Aim of the task:
From the entries below, return exactly the lines beginning at the one that contains "padding:0 35px; list-style:none" and ending at the one that contains "display:flex; gap:14px; margin-top:auto;", both of them included, and only those lines.

Collected data:
::::::::::

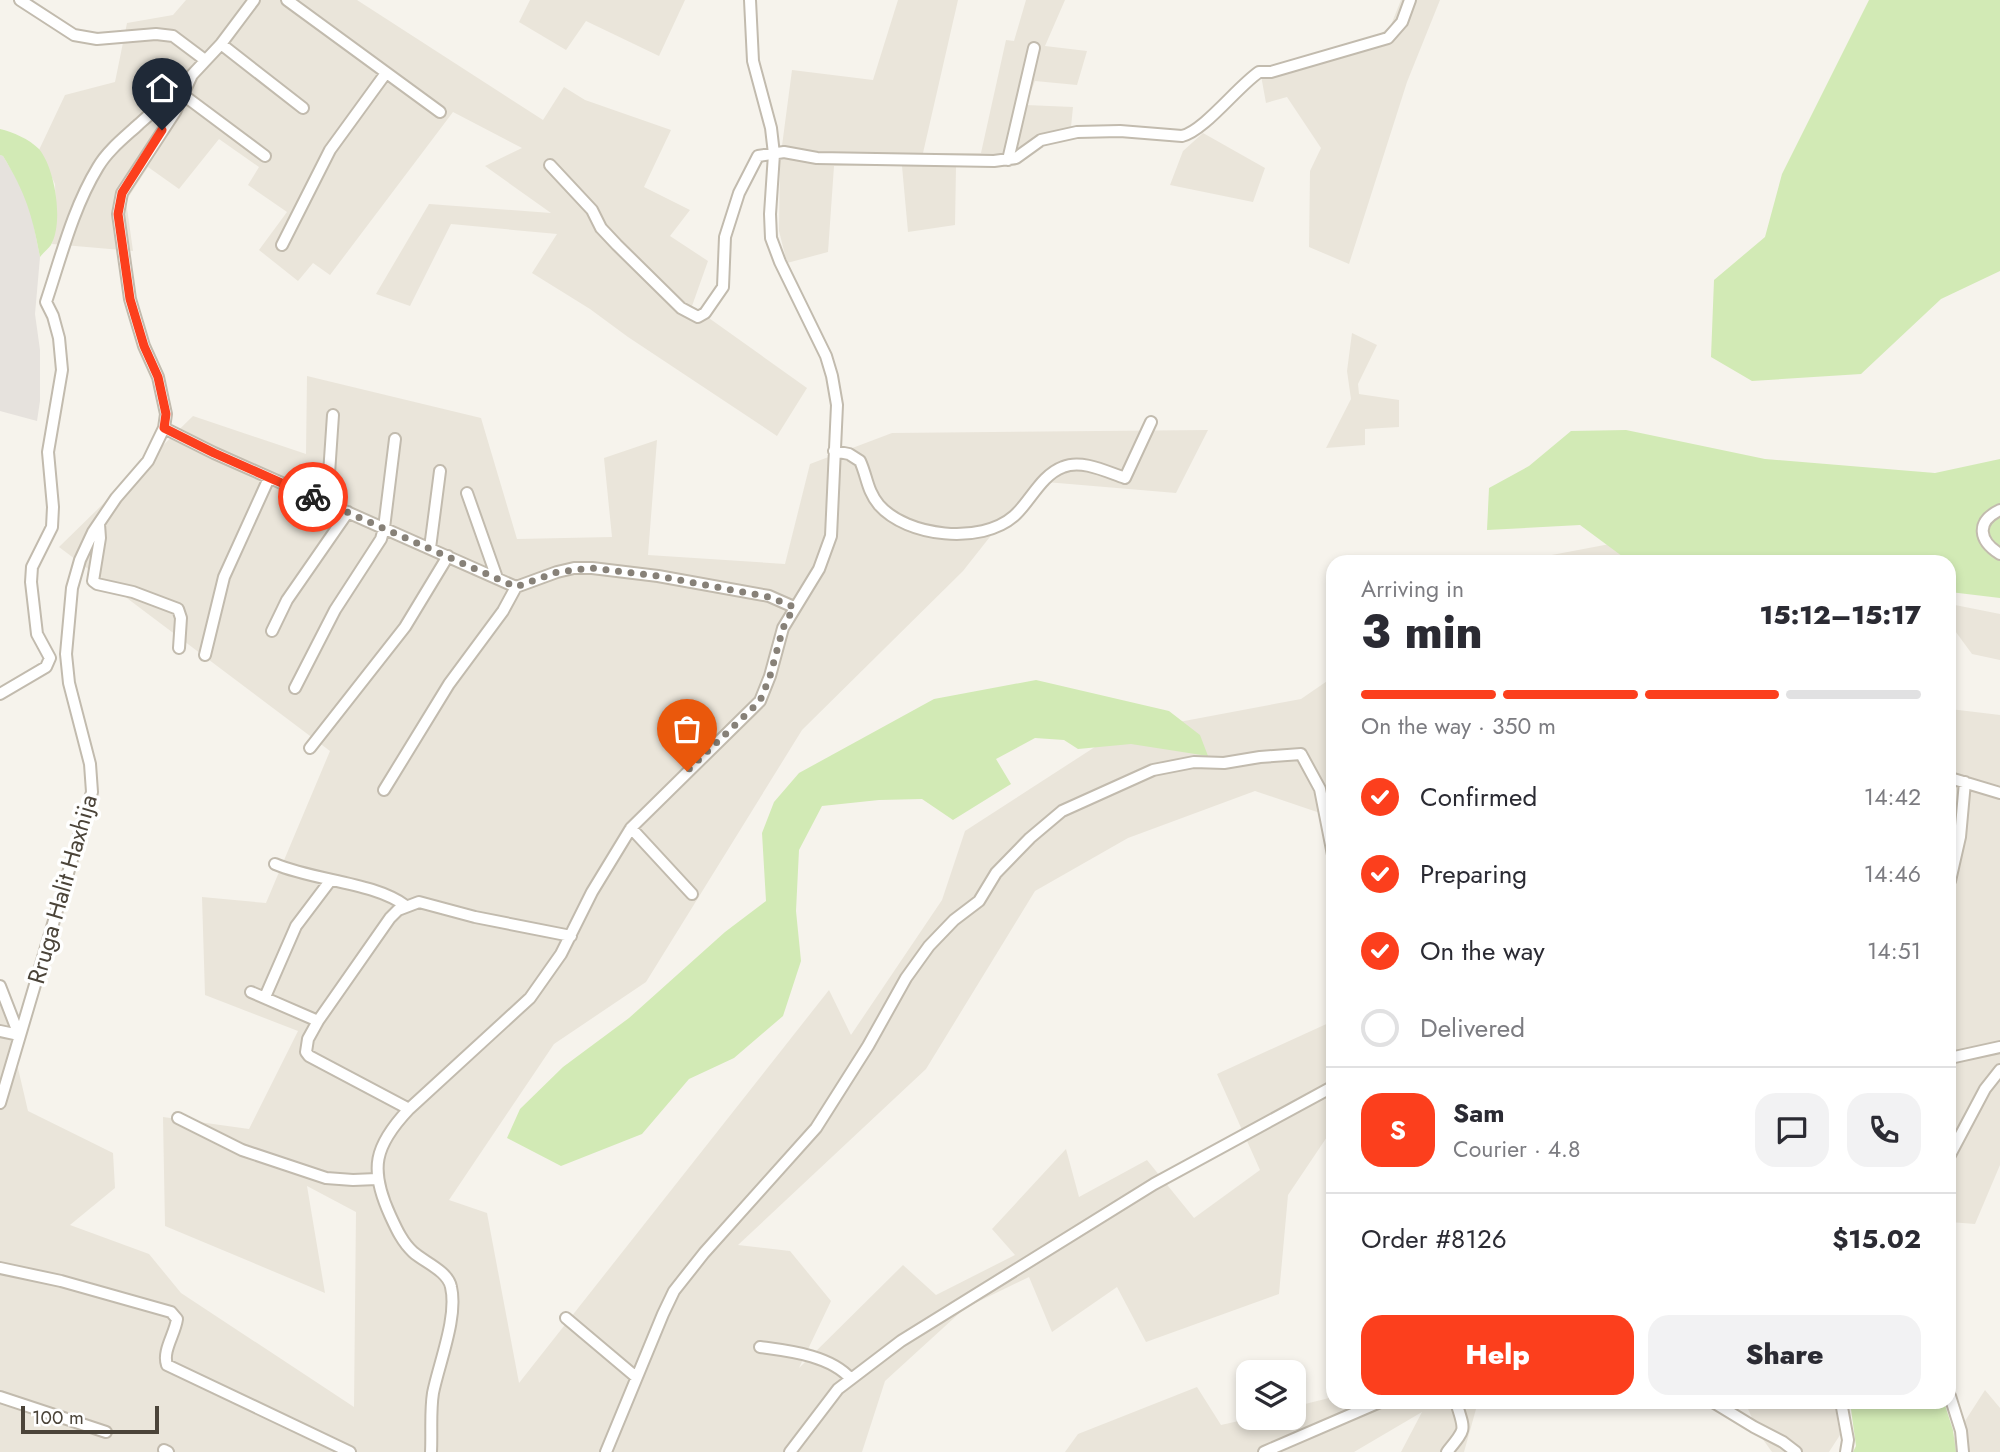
<!DOCTYPE html>
<html lang="en">
<head>
<meta charset="utf-8">
<style>
	:root { --surface:#fff; --page:#f2f2f3; --text:#2b2b33; --muted:#7c7c81; --line:#e1e1e2; --accent:#fc3f1d }
	body { margin:0; font-family:Jost,sans-serif; background:var(--page); color:var(--text); height:100vh; display:flex; flex-direction:column; font-size:26px; white-space:nowrap }
	* { box-sizing:border-box; margin:0 }
	p { font-size:23px; color:var(--muted) }
	.icon { flex:none; width:38px; height:38px; fill:none; stroke:currentColor; stroke-width:2; stroke-linecap:round; stroke-linejoin:round }
	.map { position:relative; flex:1; overflow:hidden }
	.details { position:absolute; left:1326px; top:555px; width:630px; height:854px; display:flex; flex-direction:column; background:var(--surface); border-radius:21px; box-shadow:0 4px 10px #0003 }
	.details>* { flex:none }
	.tools { position:absolute; left:1236px; top:1360px; display:grid; gap:14px }
	.tools a { display:grid; place-items:center; width:70px; height:70px; border-radius:14px; background:var(--surface); box-shadow:0 4px 10px #0003; font-size:35px }
	.scale { position:absolute; left:21px; bottom:18px; width:138px; box-sizing:border-box; padding-left:7px; border:4px solid #4b4439; border-top:0; font-size:19px; line-height:24px; white-space:nowrap; color:#4b4439; -webkit-text-stroke:5px #fff; paint-order:stroke }
	.pin { position:absolute; display:grid; place-items:center; width:60px; height:60px; color:#fff; margin:-72px -30px; border-radius:50% 50% 50% 0; rotate:-45deg; box-shadow:0 0 7px #0007 }
	.pin .icon { rotate:45deg }
	.courier { position:absolute; display:grid; place-items:center; width:70px; height:70px; margin:-35px; border:5px solid #fc3f1d; border-radius:50%; background:#fff; color:#222; box-shadow:0 2px 9px #0007 }
	.summary em { font-style:normal; font-weight:800 }
	.summary div { display:flex; flex-direction:column-reverse }
	.summary { display:flex; align-items:center; justify-content:space-between; height:119px; padding:0 35px }
	h1 { font-size:46px; font-weight:800; line-height:52px }
	.bar { display:grid; grid-template-columns:repeat(4,1fr); gap:10px 7px; align-content:center; height:84px; padding:0 35px }
	.bar i { height:9px; border-radius:5px; background:var(--line) }
	.bar .current { background:var(--accent) }
	.bar p { grid-column:span 4 }
	.line { display:flex; align-items:center; gap:18px; padding:0 35px; border-top:2px solid var(--line) }
	.line div { flex:1 }
	.round { display:grid; place-items:center; flex:none; width:74px; height:74px; border-radius:21px; background:var(--page) }
	ol { padding:0 35px; list-style:none }
	li { display:flex; align-items:center; gap:21px; height:77px }
	li p { margin-inline-start:auto }
	li .icon { padding:7px; border-radius:50%; background:var(--accent); color:#fff; stroke-width:4 }
	li:last-child { color:var(--muted) }
	li i { width:38px; height:38px; border:4px solid var(--line); border-radius:50% }
	.button { display:flex; gap:14px; margin-top:auto; padding:14px 35px }
	.button a { flex:1; height:80px; border-radius:21px; background:var(--accent); color:#fff; font-size:28px; font-weight:800; line-height:80px; text-align:center }
	.button a+a { background:var(--page); color:var(--text) }
	.map>svg:first-child { display:block }
</style>
</head>
<body>
<div class="map">
<svg width="2000" height="1452" viewBox="0 0 2000 1452">
	<rect width="100%" height="100%" fill="#f6f3ec"/>
	<!-- residential -->
	<path fill="#eae5da" d="M 186,0 L 357,0 L 543,120 L 564,87 L 585,100 L 671,130 L 644,187 L 690,210 L 670,236 L 708,261 L 692,306 L 807,388 L 777,436 L 628,337 L 590,309 L 532,273 L 557,234 L 451,224 L 410,306 L 376,294 L 429,204 L 551,213 L 485,166 L 522,148 L 453,112 L 330,275 L 313,263 L 298,281 L 259,250 L 287,212 L 248,185 L 259,167 L 219,139 L 179,189 L 148,167 L 126,201 L 133,251 L 52,244 L 56,220 L 55,184 L 39,150 L 65,95 L 115,82 L 127,23 L 173,15 Z
		M 530,0 L 685,0 L 659,56 L 586,21 L 566,50 L 519,22 Z
		M 898,0 L 958,0 L 923,153 L 981,153 L 1006,40 L 1014,41 L 1026,0 L 1065,0 L 1045,46 L 1087,51 L 1077,85 L 1035,81 L 1026,105 L 1073,107 L 1071,127 L 1015,166 L 956,167 L 955,225 L 908,232 L 902,166 L 834,166 L 828,252 L 787,263 L 779,231 L 780,161 L 792,70 L 873,80 Z
		M 1401,0 L 1440,0 L 1407,82 L 1349,264 L 1309,247 L 1310,171 L 1321,148 L 1287,97 L 1266,103 L 1260,70 L 1376,38 L 1391,25 Z
		M 1203,133 L 1265,168 L 1253,202 L 1170,185 L 1183,151 Z
		M 1352,333 L 1377,345 L 1358,384 L 1359,394 L 1399,400 L 1399,427 L 1365,429 L 1365,445 L 1326,448 L 1351,399 L 1347,371 Z
		M 307,376 L 481,418 L 517,539 L 612,537 L 604,458 L 657,440 L 648,555 L 785,564 L 810,464 L 892,433 L 1208,430 L 1176,493 L 1034,481 L 963,571 L 802,730 L 646,982 L 554,1044 L 449,1200 L 487,1213 L 519,1383 L 829,990 L 851,1035 L 942,900 L 965,831 L 1115,734 L 1301,699 L 1333,677 L 1333,811 L 1320,813 L 1255,791 L 1128,838 L 1035,891 L 926,1069 L 738,1245 L 790,1251 L 831,1301 L 799,1368 L 903,1265 L 936,1295 L 1015,1255 L 992,1229 L 1066,1149 L 1079,1197 L 1147,1160 L 1194,1218 L 1260,1170 L 1217,1074 L 1333,1021 L 1333,1128 L 1288,1195 L 1279,1294 L 1146,1342 L 1117,1287 L 1052,1332 L 1029,1277 L 965,1308 L 885,1381 L 862,1452 L 0,1452 L 0,991 L 28,1111 L 113,1153 L 115,1188 L 70,1225 L 149,1254 L 181,1293 L 354,1407 L 356,1212 L 307,1186 L 325,1293 L 165,1226 L 163,1117 L 249,1129 L 298,1031 L 205,995 L 202,897 L 266,903 L 330,751 L 59,547 L 193,416 L 306,454 Z
		M 1631,540 L 1630,562 L 1515,562 Z
		M 1950,604 L 2000,614 L 2000,660 L 1972,654 L 1950,624 Z
		M 1950,709 L 2000,715 L 2000,1165 L 1975,1224 L 1950,1222 Z
		M 1197,1387 L 1221,1425 L 1252,1418 L 1293,1418 L 1293,1407 L 1333,1397 L 1334,1402 L 1478,1402 L 1464,1452 L 1401,1452 L 1422,1412 L 1354,1452 L 1065,1452 L 1078,1434 Z
		M 1985,1390 L 2000,1408 L 2000,1452 L 1945,1452 Z
		M 1745,1402 L 1834,1402 L 1840,1435 L 1829,1452 L 1772,1452 L 1759,1434 Z"/>
	<!-- industrial -->
	<path fill="#e6e2dd" d="M 0,155 L 3,156 L 22,188 L 32,217 L 40,257 L 35,314 L 40,350 L 40,401 L 37,421 L 0,411 Z"/>
	<!-- green -->
	<path fill="#d2eab5" d="M 1869,0 L 2000,0 L 2000,271 L 1941,299 L 1861,374 L 1752,381 L 1711,357 L 1714,280 L 1765,237 L 1782,174 Z
		M 0,129 C 13,132 29,139 39,149 C 55,168 64,222 51,245 C 48,249 43,253 40,257 C 32,214 26,194 3,156 L 0,155 Z
		M 1626,430 L 1765,459 L 1935,473 L 2000,459 L 2000,598 L 1950,592 L 1950,562 L 1630,562 L 1580,525 L 1487,530 L 1489,488 L 1529,466 L 1571,431 Z
		M 1036,680 L 1169,711 L 1200,735 L 1208,756 L 1131,744 L 1078,749 L 1064,740 L 1035,738 L 996,759 L 1011,784 L 953,820 L 922,799 L 879,800 L 822,806 L 799,850 L 796,911 L 801,961 L 783,1016 L 734,1058 L 689,1079 L 642,1134 L 561,1166 L 507,1138 L 520,1109 L 563,1067 L 629,1018 L 725,932 L 766,901 L 762,833 L 774,802 L 799,773 L 934,699 Z
		M 1850,1402 L 1944,1402 L 1953,1430 L 1956,1452 L 1853,1452 L 1856,1446 Z"/>
	<g fill="none" stroke-linecap="round" stroke-linejoin="round">
		<!-- minor casing -->
		<g stroke="#c2bbae" stroke-width="14">
			<path id="minor" d="M 20,0 L 74,35 L 97,39 L 156,34 L 173,36 L 205,60
				M 287,0 L 440,112
				M 221,44 L 303,108
				M 1008,160 L 1034,48
				M 550,165 L 592,210 L 601,228 L 617,245 L 681,308 L 698,317 L 705,313 L 723,287 L 725,237 L 739,193 L 758,156 L 784,152 L 817,158 L 994,161 L 1016,158 L 1041,140 L 1077,132 L 1120,131 L 1182,136 C 1204,131 1237,87 1259,72 L 1271,72 L 1388,38 L 1402,22 L 1410,0
				M 282,245 L 330,150 L 386,73
				M 164,428 L 214,453 L 516,587 L 557,572 L 574,568 L 592,568 L 658,576 L 769,596 L 794,607
				M 834,451 L 849,454 L 860,461 C 867,476 867,491 879,505 C 907,537 981,545 1014,516 C 1030,502 1041,475 1063,467 C 1082,459 1107,472 1125,478 L 1151,422
				M 467,493 L 497,578
				M 327,503 L 333,415
				M 2000,510 C 1975,522 1979,541 2000,554
				M 99,524 L 100,538 L 93,581 L 97,584 L 133,592 L 178,609 L 181,618 L 179,648
				M 430,548 L 440,471
				M 272,631 L 287,600 L 348,512
				M 205,655 L 224,577 L 269,478
				M 295,688 L 335,610 L 381,539 L 384,528 L 395,439
				M 0,694 L 46,667 L 50,658 L 37,634 L 31,582 L 32,567 L 52,527 L 53,507 L 48,452 L 62,370 L 59,338 L 53,316 L 46,302 C 61,257 73,208 98,167 C 108,150 125,137 139,124 C 153,112 164,100 182,94 L 265,156
				M 310,748 L 405,627 L 448,556
				M 1950,778 L 2000,793
				M 384,790 L 449,684 L 503,611 L 516,587
				M 631,828 L 692,894
				M 275,864 C 315,881 374,882 406,906
				M 1950,881 L 1960,837 L 1965,782
				M 0,986 L 19,1035
				M 251,992 L 318,1021
				M 265,997 L 296,926 L 330,881
				M 0,1031 L 19,1035
				M 1950,1058 L 2000,1047
				M 0,1103 L 92,792 L 90,764 L 69,683 L 66,654 L 72,588 L 80,560 L 93,532 L 116,498 L 148,461 L 164,428 L 166,414 L 158,377 L 144,346 L 130,299 L 118,214 L 122,193 L 175,112 L 192,75 L 221,44 L 254,0
				M 409,1109 L 309,1056 L 306,1052 L 308,1039 L 318,1021 L 390,918 L 398,910 L 419,902 L 475,917 L 571,936
				M 178,1118 L 242,1150 L 326,1178 L 353,1180 L 377,1179
				M 1950,1155 L 1985,1089 L 2000,1070
				M 0,1268 L 61,1281 L 171,1312 L 177,1319 C 175,1334 162,1351 167,1365 L 350,1452
				M 566,1318 L 636,1377
				M 760,1347 C 789,1351 830,1355 851,1379
				M 1950,1396 L 1961,1431 L 1963,1452
				M 0,1397 L 106,1432
				M 1713,1402 L 1754,1427 L 1783,1442 L 1796,1452
				M 1841,1402 L 1848,1440 L 1846,1452
				M 164,1450 L 168,1452
				M 431,1452 C 432,1432 430,1412 433,1393 C 439,1363 458,1317 451,1287 C 448,1271 424,1262 413,1252 C 402,1242 396,1228 390,1215 C 369,1169 374,1146 409,1109 L 530,998 L 561,954 L 592,892 L 631,828 L 760,701 L 770,676 L 783,628 L 819,569 L 831,536 L 837,405 L 832,376 L 826,356 L 780,262 L 771,238 L 770,214 L 774,154 L 771,128 L 753,61 L 750,0
				M 606,1452 L 663,1314 L 674,1291 L 704,1253 L 816,1128 L 868,1046 L 906,978 L 929,946 L 954,920 L 979,901 L 996,873 L 1030,838 L 1062,811 L 1153,770 L 1194,762 L 1224,763 L 1260,757 L 1301,754 L 1320,789 L 1334,860
				M 790,1452 L 838,1389 L 901,1341 L 1154,1184 L 1334,1086
				M 1264,1452 L 1380,1402
				M 1447,1452 C 1467,1427 1465,1432 1456,1402"/>
		</g>
		<!-- minor -->
		<use href="#minor" stroke="#fff" stroke-width="10"/>
	</g>
	<g fill="none" stroke-linecap="round" stroke-linejoin="round">
		<!-- done -->
		<path stroke="#878178" stroke-width="7" stroke-dasharray="0 12.6" d="M 313,497 L 516,587 L 557,572 L 592,568 L 658,576 L 769,597 L 794,607 L 783,628 L 770,676 L 760,701 L 687,771"/>
		<!-- route -->
		<path stroke="#fc3f1d" stroke-width="9" d="M 162,130 L 122,193 L 118,214 L 130,299 L 144,346 L 158,377 L 166,414 L 164,428 L 214,453 L 313,497"/>
	</g>
	<g text-anchor="middle" dominant-baseline="central" stroke-width="7" stroke-linejoin="round" paint-order="stroke">
		<!-- street labels -->
		<g font-size="24" fill="#4b4439" stroke="#fff">
			<text transform="translate(62 889) rotate(-74)">Rruga Halit Haxhija</text>
		</g>
	</g>
</svg>
<div class="tools">
<a><svg class="icon" aria-label="layers" viewBox="0 0 24 24"><path d="M12 4l9 5-9 5-9-5zM3 14l9 5 9-5"/></svg></a>
</div>
<div class="scale">100 m</div>
<div class="pin" style="left:687px;top:771px;background:#ea580c"><svg class="icon" aria-label="bag" viewBox="0 0 24 24"><path d="M5 8h14l-1 12H6zM9 8a3 3 0 0 1 6 0"/></svg></div>
<div class="pin" style="left:162px;top:130px;background:#1f2937"><svg class="icon" aria-label="home" viewBox="0 0 24 24"><path d="M3 11l9-7 9 7M6 9v11h12V9"/></svg></div>
<div class="courier" style="left:313px;top:497px"><svg class="icon" aria-label="bike" viewBox="0 0 24 24"><circle cx="6" cy="16" r="4"/><circle cx="18" cy="16" r="4"/><path d="M6 16l4-8h5l3 8M10 8l3 8H6M13 5h3"/></svg></div>
<section class="details">
<div class="summary"><div><h1>3 min</h1><p>Arriving in</p></div><em>15:12–15:17</em></div>
<div class="bar"><i class="current"></i><i class="current"></i><i class="current"></i><i></i><p>On the way · 350 m</p></div>
<ol>
<li><svg class="icon" aria-label="check" viewBox="0 0 24 24"><path d="M5 12l5 5 9-10"/></svg>Confirmed<p>14:42</p></li>
<li><svg class="icon" aria-label="check" viewBox="0 0 24 24"><path d="M5 12l5 5 9-10"/></svg>Preparing<p>14:46</p></li>
<li><svg class="icon" aria-label="check" viewBox="0 0 24 24"><path d="M5 12l5 5 9-10"/></svg>On the way<p>14:51</p></li>
<li><i></i>Delivered</li>
</ol>
<div class="line" style="height:126px"><b class="round" style="background:var(--accent);color:#fff">S</b><div><b>Sam</b><p>Courier · 4.8</p></div><a class="round"><svg class="icon" aria-label="chat" viewBox="0 0 24 24"><path d="M4 5h16v11H9l-5 4z"/></svg></a><a class="round"><svg class="icon" aria-label="phone" viewBox="0 0 24 24"><path d="M5 4h4l2 5-3 2q2 4 5 5l2-3 5 2v4C11 20 4 13 5 4z"/></svg></a></div>
<div class="line" style="height:91px"><div>Order #8126</div><b>$15.02</b></div>
<div class="button"><a>Help</a><a>Share</a></div>
</section>
</div>
</body>
</html>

::::::::::

Task response:
	ol { padding:0 35px; list-style:none }
	li { display:flex; align-items:center; gap:21px; height:77px }
	li p { margin-inline-start:auto }
	li .icon { padding:7px; border-radius:50%; background:var(--accent); color:#fff; stroke-width:4 }
	li:last-child { color:var(--muted) }
	li i { width:38px; height:38px; border:4px solid var(--line); border-radius:50% }
	.button { display:flex; gap:14px; margin-top:auto; padding:14px 35px }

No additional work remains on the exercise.